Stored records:
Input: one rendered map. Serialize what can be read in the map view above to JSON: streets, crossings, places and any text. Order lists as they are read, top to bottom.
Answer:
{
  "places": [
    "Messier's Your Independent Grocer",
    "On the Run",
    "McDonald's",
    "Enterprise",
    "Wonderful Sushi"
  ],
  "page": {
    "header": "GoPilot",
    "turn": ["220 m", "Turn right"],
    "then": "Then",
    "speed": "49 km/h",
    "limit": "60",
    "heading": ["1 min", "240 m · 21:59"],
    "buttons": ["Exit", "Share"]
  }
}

WHAT YOU HAVE TO DO
Return a faithful copy of all the records above.

TASK RESULT
Input: one rendered map. Serialize what can be read in the map view above to JSON: streets, crossings, places and any text. Order lists as they are read, top to bottom.
Answer:
{
  "places": [
    "Messier's Your Independent Grocer",
    "On the Run",
    "McDonald's",
    "Enterprise",
    "Wonderful Sushi"
  ],
  "page": {
    "header": "GoPilot",
    "turn": ["220 m", "Turn right"],
    "then": "Then",
    "speed": "49 km/h",
    "limit": "60",
    "heading": ["1 min", "240 m · 21:59"],
    "buttons": ["Exit", "Share"]
  }
}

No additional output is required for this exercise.